§ WHAT YOU HAVE TO DO
Pull each line holding the word "Middlesborough" from the data.

§ Collected data
● ● ● ●

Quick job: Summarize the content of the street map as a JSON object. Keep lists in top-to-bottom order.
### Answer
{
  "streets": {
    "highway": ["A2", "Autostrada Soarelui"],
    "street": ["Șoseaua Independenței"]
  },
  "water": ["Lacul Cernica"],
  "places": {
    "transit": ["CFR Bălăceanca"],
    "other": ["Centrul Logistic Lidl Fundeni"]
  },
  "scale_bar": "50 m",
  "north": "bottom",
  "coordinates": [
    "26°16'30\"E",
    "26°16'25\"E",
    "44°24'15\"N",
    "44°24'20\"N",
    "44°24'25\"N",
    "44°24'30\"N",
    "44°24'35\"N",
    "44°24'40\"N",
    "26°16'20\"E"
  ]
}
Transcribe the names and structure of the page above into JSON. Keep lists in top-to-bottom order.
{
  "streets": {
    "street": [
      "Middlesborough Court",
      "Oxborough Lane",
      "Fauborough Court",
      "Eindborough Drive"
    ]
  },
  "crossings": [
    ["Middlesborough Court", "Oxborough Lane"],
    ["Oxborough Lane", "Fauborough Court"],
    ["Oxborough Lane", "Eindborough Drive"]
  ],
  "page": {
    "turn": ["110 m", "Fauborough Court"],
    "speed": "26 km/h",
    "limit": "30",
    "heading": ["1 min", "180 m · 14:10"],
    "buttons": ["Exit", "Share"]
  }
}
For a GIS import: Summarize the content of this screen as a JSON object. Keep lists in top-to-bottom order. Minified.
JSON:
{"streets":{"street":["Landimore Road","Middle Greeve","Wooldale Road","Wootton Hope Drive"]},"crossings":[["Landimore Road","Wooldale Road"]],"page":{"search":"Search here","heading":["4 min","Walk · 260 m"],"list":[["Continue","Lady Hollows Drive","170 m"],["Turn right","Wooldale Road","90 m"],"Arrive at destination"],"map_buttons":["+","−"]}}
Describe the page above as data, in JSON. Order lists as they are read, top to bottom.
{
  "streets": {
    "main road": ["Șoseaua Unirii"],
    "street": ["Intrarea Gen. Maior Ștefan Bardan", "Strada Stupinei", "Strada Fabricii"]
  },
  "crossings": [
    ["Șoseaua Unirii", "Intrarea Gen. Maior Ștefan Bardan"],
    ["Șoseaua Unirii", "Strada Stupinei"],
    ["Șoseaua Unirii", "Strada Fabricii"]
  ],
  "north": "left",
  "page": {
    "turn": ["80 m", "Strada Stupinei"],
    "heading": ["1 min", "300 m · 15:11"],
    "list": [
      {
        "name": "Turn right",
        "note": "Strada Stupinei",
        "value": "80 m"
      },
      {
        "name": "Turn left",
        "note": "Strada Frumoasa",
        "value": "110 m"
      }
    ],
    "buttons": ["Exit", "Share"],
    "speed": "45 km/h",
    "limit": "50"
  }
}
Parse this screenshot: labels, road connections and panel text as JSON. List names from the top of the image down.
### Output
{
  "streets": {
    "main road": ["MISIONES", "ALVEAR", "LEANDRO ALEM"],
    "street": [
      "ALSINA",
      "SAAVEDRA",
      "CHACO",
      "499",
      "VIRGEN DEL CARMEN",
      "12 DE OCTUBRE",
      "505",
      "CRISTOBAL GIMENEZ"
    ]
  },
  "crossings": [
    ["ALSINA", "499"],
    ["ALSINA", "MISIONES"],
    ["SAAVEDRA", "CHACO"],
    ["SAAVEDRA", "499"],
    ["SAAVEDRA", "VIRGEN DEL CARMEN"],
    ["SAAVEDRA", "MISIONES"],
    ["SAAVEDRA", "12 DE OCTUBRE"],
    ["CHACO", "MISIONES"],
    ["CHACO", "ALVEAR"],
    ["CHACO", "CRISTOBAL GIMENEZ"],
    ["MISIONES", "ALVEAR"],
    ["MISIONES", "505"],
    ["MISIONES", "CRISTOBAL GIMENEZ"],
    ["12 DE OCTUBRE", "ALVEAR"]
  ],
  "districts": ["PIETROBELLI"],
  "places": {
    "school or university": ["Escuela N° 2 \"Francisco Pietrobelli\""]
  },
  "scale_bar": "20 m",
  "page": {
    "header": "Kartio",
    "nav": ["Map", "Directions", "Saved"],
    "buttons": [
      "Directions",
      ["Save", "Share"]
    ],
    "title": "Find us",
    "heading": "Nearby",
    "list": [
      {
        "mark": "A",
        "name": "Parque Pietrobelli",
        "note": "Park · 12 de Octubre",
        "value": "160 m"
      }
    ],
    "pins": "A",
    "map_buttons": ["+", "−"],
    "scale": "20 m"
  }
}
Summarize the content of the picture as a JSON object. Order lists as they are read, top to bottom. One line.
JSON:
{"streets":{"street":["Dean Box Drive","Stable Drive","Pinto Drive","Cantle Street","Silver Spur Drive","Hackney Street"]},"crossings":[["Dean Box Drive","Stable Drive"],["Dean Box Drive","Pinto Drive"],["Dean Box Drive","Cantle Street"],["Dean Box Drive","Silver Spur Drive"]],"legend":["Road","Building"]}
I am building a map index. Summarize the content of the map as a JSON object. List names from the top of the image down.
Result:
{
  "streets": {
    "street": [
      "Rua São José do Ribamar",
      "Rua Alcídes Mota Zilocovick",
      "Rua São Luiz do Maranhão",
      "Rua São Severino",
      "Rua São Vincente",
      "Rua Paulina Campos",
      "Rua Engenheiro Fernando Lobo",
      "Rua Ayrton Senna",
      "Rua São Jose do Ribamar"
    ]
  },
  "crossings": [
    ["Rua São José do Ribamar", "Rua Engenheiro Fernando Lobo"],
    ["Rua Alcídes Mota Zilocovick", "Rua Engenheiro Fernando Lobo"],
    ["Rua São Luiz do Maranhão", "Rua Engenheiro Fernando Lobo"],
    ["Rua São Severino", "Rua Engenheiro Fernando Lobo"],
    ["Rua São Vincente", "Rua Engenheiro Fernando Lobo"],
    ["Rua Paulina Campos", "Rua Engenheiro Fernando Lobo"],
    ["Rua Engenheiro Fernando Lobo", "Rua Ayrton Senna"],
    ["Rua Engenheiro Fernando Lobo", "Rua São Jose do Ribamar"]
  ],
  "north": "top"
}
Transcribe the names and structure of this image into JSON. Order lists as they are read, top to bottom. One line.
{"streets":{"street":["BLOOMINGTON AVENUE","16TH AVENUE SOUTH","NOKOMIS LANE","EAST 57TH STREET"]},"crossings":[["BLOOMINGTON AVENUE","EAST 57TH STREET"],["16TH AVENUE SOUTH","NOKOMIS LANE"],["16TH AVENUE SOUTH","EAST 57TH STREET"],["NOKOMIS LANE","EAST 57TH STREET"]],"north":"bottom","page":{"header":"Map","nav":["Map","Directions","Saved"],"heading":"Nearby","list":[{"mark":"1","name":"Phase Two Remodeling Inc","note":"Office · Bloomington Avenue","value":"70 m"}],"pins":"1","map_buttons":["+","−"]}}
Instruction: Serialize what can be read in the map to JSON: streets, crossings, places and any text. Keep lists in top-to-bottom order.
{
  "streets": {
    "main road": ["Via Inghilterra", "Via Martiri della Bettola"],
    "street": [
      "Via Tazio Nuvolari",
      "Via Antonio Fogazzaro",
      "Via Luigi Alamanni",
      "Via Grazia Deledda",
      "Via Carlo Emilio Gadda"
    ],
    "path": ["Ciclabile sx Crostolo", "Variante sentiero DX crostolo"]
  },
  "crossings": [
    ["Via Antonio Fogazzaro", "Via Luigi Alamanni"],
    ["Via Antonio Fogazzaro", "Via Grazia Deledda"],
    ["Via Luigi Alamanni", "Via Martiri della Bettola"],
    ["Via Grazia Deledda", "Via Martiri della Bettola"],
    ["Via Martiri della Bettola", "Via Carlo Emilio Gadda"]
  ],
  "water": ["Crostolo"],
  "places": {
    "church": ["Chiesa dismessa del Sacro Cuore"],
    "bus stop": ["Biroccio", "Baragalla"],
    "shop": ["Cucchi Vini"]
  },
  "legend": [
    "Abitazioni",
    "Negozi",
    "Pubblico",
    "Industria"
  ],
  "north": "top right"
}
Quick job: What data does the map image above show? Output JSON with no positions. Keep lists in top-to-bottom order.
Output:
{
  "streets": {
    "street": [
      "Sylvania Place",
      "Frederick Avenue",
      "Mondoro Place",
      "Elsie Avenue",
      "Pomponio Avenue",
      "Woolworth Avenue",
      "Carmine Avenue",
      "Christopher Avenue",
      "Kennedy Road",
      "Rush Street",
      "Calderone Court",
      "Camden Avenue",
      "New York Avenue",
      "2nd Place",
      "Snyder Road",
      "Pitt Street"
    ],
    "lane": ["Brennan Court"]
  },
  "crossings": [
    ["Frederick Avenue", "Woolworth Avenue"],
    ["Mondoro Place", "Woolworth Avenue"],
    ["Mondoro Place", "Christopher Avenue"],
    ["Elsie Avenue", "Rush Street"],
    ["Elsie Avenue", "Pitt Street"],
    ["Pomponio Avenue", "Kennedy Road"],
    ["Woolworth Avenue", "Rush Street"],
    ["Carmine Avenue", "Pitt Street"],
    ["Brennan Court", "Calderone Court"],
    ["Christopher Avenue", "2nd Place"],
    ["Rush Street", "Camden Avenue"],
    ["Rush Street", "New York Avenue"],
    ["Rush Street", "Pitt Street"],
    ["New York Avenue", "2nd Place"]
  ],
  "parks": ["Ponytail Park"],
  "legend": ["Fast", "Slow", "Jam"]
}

● ● ● ●

§ RESPONSE TO THE EXERCISE
      "Middlesborough Court",
    ["Middlesborough Court", "Oxborough Lane"],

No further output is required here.